Respondents for this survey were from a list of NAVEX customers or prospects (n=382) or selected from among those who have agreed to participate in our surveys (n=617). The sampling precision of Harris online polls is measured by using a Bayesian credible interval. For this study, the sample data is accurate to within +/- 3.1 percentage points using a 95% confidence level. This credible interval will be wider among subsets of the surveyed population of interest.
All sample surveys and polls, whether or not they use probability sampling, are subject to other multiple sources of error which are most often not possible to quantify or estimate, including, but not limited to coverage error, error associated with nonresponse, error associated with question wording and response options, and post-survey weighting and adjustments.
Key findings
Germany-based organizations closely track global program maturity
To help determine the state of programs in 2025, NAVEX asked respondents to self-report their risk and compliance (R&C) program maturity based on the Framework for Ethics & Compliance Program Excellence criteria from the Ethics and Compliance Initiative (ECI). This five-point scale begins at the least mature, “Underdeveloped,” and advances in maturity through the stages of “Defining,” “Adapting,” “Managing” and, finally, “Optimizing.” It is worthy of note that there is no “end” to the spectrum – even the most mature programs have room to refine their approach.
Fifty-seven percent of respondents representing organizations based in Germany said their R&C program was either Managing or Optimizing – the two most mature designations on the ECI scale. Twenty percent said it was Defining or Underdeveloped – the two least-mature designations. For Europe as a whole, 60% were said to be in the more mature designations, with 16% in the less mature designations. Globally, 57% of organizations were said to be at a top-two maturity level, and 18% in the lower two.

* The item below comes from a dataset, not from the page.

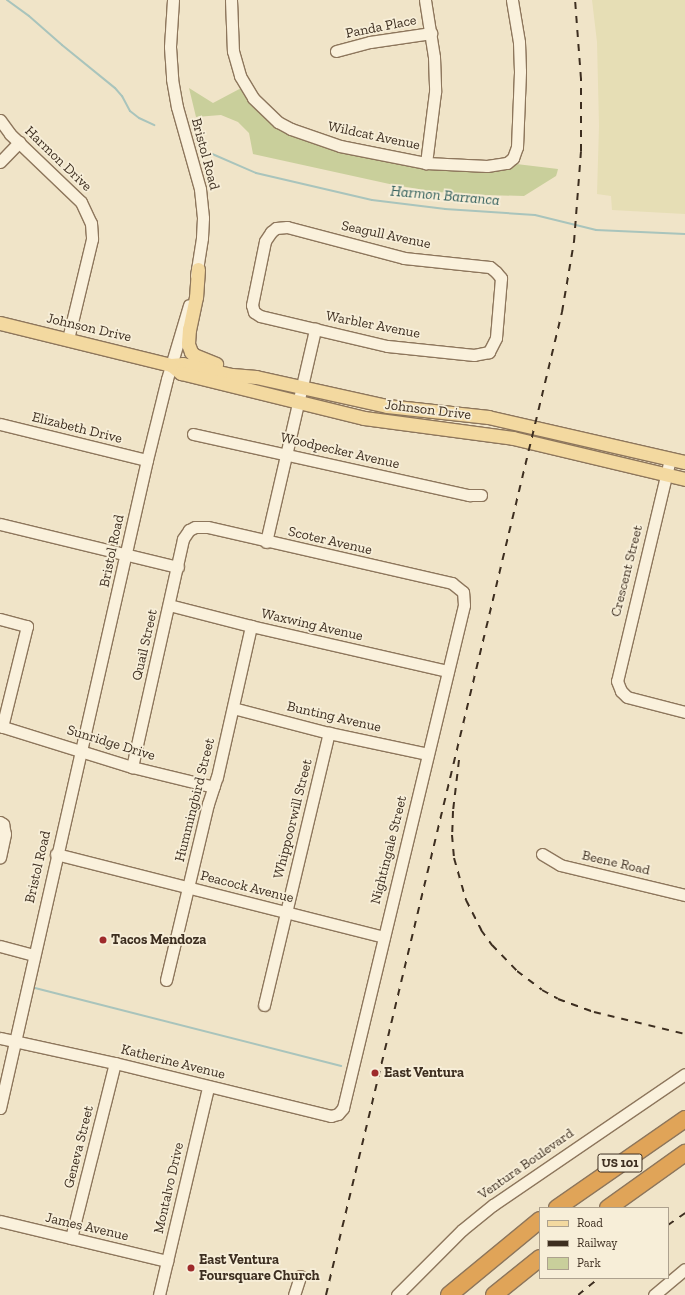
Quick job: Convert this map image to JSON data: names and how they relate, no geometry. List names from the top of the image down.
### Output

‘Privacy/cybersecurity breach’ tops compliance issues for German organizations
Consistent with previous polling, data privacy/cybersecurity breaches remain the top compliance issue respondents said their organizations experienced in the past three years. Still, nuances remain that may help readers better understand how they compare to regional peers.
Respondents from Germany-based organizations were more likely (37%) than those in Europe as a whole (30%) or globally (28%) to say their organization had experienced a privacy/cybersecurity breach in the past three years. Other incidents were also indicated to be relatively common for German organizations, including reputational damage due to executive misconduct (28%, compared to 18% for Europe) and substantiated employee litigation against the organization (26%, compared to 18% for Europe).
Like others, most German compliance investigation programs are centralized
Globally, most respondents (67%) said their organizations use a centralized approach in their day-to-day compliance investigations program. This was largely consistent with Germany-based organizations, where 68% of respondents said their organization uses a centralized investigations program. Generally, response rates for the Germany, Europe and globally were very similar.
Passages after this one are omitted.